— THE TASK —
For each entry that follows, produce an exact copy.

— MATERIAL PROVIDED —
------------------------------
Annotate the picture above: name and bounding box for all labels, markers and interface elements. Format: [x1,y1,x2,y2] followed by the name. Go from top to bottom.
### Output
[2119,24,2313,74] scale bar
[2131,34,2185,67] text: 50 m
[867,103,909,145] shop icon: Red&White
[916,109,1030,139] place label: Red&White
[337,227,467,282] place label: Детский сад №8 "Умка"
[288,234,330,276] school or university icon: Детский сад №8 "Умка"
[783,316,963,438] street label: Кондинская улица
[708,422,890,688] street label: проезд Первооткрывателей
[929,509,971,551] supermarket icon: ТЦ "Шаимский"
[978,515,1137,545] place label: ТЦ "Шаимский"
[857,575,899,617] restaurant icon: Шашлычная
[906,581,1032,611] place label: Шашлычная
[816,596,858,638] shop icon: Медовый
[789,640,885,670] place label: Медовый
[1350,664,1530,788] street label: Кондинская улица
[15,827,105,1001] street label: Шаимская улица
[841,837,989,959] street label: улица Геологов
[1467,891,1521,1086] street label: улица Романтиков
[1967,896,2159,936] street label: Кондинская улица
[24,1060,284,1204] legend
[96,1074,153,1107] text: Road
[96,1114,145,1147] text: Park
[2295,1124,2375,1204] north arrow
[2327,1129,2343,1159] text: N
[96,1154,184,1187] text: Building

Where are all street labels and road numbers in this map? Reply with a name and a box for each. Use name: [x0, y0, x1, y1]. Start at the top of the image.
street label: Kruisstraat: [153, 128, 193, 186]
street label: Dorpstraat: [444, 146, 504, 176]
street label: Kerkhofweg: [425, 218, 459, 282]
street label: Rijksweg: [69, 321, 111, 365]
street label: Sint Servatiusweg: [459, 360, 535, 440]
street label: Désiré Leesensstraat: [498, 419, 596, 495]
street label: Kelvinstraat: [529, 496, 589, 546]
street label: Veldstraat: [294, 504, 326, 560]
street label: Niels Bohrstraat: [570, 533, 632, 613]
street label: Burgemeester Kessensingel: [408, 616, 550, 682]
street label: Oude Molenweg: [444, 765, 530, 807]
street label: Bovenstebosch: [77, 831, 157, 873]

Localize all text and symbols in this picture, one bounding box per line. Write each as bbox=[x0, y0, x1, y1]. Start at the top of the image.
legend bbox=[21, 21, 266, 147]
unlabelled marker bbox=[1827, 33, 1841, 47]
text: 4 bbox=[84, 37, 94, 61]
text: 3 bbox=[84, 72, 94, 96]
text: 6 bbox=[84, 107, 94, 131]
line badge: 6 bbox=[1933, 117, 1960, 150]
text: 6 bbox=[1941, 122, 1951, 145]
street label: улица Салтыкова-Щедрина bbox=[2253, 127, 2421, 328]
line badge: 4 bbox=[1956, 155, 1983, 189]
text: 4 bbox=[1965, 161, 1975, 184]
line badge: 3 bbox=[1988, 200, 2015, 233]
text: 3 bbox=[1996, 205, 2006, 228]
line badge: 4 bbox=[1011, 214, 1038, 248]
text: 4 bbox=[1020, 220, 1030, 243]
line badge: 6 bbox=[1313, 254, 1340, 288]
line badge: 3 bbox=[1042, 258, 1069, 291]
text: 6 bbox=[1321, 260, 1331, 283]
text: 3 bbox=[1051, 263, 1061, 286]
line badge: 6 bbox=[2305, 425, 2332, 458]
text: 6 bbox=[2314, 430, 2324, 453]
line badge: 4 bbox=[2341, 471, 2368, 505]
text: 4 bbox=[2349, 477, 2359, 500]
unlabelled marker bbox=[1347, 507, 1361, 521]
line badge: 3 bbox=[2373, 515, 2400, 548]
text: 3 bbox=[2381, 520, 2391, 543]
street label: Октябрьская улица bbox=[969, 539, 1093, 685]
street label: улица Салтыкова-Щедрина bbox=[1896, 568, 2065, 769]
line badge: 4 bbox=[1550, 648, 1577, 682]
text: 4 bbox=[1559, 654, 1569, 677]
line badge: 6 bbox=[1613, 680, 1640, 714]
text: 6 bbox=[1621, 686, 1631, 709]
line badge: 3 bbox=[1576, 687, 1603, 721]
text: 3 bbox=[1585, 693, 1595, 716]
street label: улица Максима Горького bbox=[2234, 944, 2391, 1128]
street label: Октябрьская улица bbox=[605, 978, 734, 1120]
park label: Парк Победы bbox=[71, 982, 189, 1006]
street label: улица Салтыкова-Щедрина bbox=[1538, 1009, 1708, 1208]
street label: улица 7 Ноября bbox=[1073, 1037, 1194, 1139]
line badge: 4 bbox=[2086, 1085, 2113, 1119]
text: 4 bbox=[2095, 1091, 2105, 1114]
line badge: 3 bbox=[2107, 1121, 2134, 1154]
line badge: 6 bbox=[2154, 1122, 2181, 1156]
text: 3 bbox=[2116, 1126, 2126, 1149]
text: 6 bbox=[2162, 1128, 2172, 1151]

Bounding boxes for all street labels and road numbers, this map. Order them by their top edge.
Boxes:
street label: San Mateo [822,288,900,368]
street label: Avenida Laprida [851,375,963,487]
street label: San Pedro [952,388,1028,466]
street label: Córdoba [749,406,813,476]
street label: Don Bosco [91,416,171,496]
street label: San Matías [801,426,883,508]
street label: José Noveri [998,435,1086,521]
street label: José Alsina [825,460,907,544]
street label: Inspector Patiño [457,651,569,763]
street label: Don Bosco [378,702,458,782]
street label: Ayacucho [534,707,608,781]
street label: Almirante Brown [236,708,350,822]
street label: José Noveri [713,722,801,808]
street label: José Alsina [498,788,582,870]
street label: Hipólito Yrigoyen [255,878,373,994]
------------------------------
— TASK ANSWER —
Annotate the picture above: name and bounding box for all labels, markers and interface elements. Format: [x1,y1,x2,y2] followed by the name. Go from top to bottom.
### Output
[2119,24,2313,74] scale bar
[2131,34,2185,67] text: 50 m
[867,103,909,145] shop icon: Red&White
[916,109,1030,139] place label: Red&White
[337,227,467,282] place label: Детский сад №8 "Умка"
[288,234,330,276] school or university icon: Детский сад №8 "Умка"
[783,316,963,438] street label: Кондинская улица
[708,422,890,688] street label: проезд Первооткрывателей
[929,509,971,551] supermarket icon: ТЦ "Шаимский"
[978,515,1137,545] place label: ТЦ "Шаимский"
[857,575,899,617] restaurant icon: Шашлычная
[906,581,1032,611] place label: Шашлычная
[816,596,858,638] shop icon: Медовый
[789,640,885,670] place label: Медовый
[1350,664,1530,788] street label: Кондинская улица
[15,827,105,1001] street label: Шаимская улица
[841,837,989,959] street label: улица Геологов
[1467,891,1521,1086] street label: улица Романтиков
[1967,896,2159,936] street label: Кондинская улица
[24,1060,284,1204] legend
[96,1074,153,1107] text: Road
[96,1114,145,1147] text: Park
[2295,1124,2375,1204] north arrow
[2327,1129,2343,1159] text: N
[96,1154,184,1187] text: Building

Where are all street labels and road numbers in this map? Reply with a name and a box for each. Use name: [x0, y0, x1, y1]. Start at the top of the image.
street label: Kruisstraat: [153, 128, 193, 186]
street label: Dorpstraat: [444, 146, 504, 176]
street label: Kerkhofweg: [425, 218, 459, 282]
street label: Rijksweg: [69, 321, 111, 365]
street label: Sint Servatiusweg: [459, 360, 535, 440]
street label: Désiré Leesensstraat: [498, 419, 596, 495]
street label: Kelvinstraat: [529, 496, 589, 546]
street label: Veldstraat: [294, 504, 326, 560]
street label: Niels Bohrstraat: [570, 533, 632, 613]
street label: Burgemeester Kessensingel: [408, 616, 550, 682]
street label: Oude Molenweg: [444, 765, 530, 807]
street label: Bovenstebosch: [77, 831, 157, 873]

Localize all text and symbols in this picture, one bounding box per line. Write each as bbox=[x0, y0, x1, y1]. Start at the top of the image.
legend bbox=[21, 21, 266, 147]
unlabelled marker bbox=[1827, 33, 1841, 47]
text: 4 bbox=[84, 37, 94, 61]
text: 3 bbox=[84, 72, 94, 96]
text: 6 bbox=[84, 107, 94, 131]
line badge: 6 bbox=[1933, 117, 1960, 150]
text: 6 bbox=[1941, 122, 1951, 145]
street label: улица Салтыкова-Щедрина bbox=[2253, 127, 2421, 328]
line badge: 4 bbox=[1956, 155, 1983, 189]
text: 4 bbox=[1965, 161, 1975, 184]
line badge: 3 bbox=[1988, 200, 2015, 233]
text: 3 bbox=[1996, 205, 2006, 228]
line badge: 4 bbox=[1011, 214, 1038, 248]
text: 4 bbox=[1020, 220, 1030, 243]
line badge: 6 bbox=[1313, 254, 1340, 288]
line badge: 3 bbox=[1042, 258, 1069, 291]
text: 6 bbox=[1321, 260, 1331, 283]
text: 3 bbox=[1051, 263, 1061, 286]
line badge: 6 bbox=[2305, 425, 2332, 458]
text: 6 bbox=[2314, 430, 2324, 453]
line badge: 4 bbox=[2341, 471, 2368, 505]
text: 4 bbox=[2349, 477, 2359, 500]
unlabelled marker bbox=[1347, 507, 1361, 521]
line badge: 3 bbox=[2373, 515, 2400, 548]
text: 3 bbox=[2381, 520, 2391, 543]
street label: Октябрьская улица bbox=[969, 539, 1093, 685]
street label: улица Салтыкова-Щедрина bbox=[1896, 568, 2065, 769]
line badge: 4 bbox=[1550, 648, 1577, 682]
text: 4 bbox=[1559, 654, 1569, 677]
line badge: 6 bbox=[1613, 680, 1640, 714]
text: 6 bbox=[1621, 686, 1631, 709]
line badge: 3 bbox=[1576, 687, 1603, 721]
text: 3 bbox=[1585, 693, 1595, 716]
street label: улица Максима Горького bbox=[2234, 944, 2391, 1128]
street label: Октябрьская улица bbox=[605, 978, 734, 1120]
park label: Парк Победы bbox=[71, 982, 189, 1006]
street label: улица Салтыкова-Щедрина bbox=[1538, 1009, 1708, 1208]
street label: улица 7 Ноября bbox=[1073, 1037, 1194, 1139]
line badge: 4 bbox=[2086, 1085, 2113, 1119]
text: 4 bbox=[2095, 1091, 2105, 1114]
line badge: 3 bbox=[2107, 1121, 2134, 1154]
line badge: 6 bbox=[2154, 1122, 2181, 1156]
text: 3 bbox=[2116, 1126, 2126, 1149]
text: 6 bbox=[2162, 1128, 2172, 1151]

Bounding boxes for all street labels and road numbers, this map. Order them by their top edge.
Boxes:
street label: San Mateo [822,288,900,368]
street label: Avenida Laprida [851,375,963,487]
street label: San Pedro [952,388,1028,466]
street label: Córdoba [749,406,813,476]
street label: Don Bosco [91,416,171,496]
street label: San Matías [801,426,883,508]
street label: José Noveri [998,435,1086,521]
street label: José Alsina [825,460,907,544]
street label: Inspector Patiño [457,651,569,763]
street label: Don Bosco [378,702,458,782]
street label: Ayacucho [534,707,608,781]
street label: Almirante Brown [236,708,350,822]
street label: José Noveri [713,722,801,808]
street label: José Alsina [498,788,582,870]
street label: Hipólito Yrigoyen [255,878,373,994]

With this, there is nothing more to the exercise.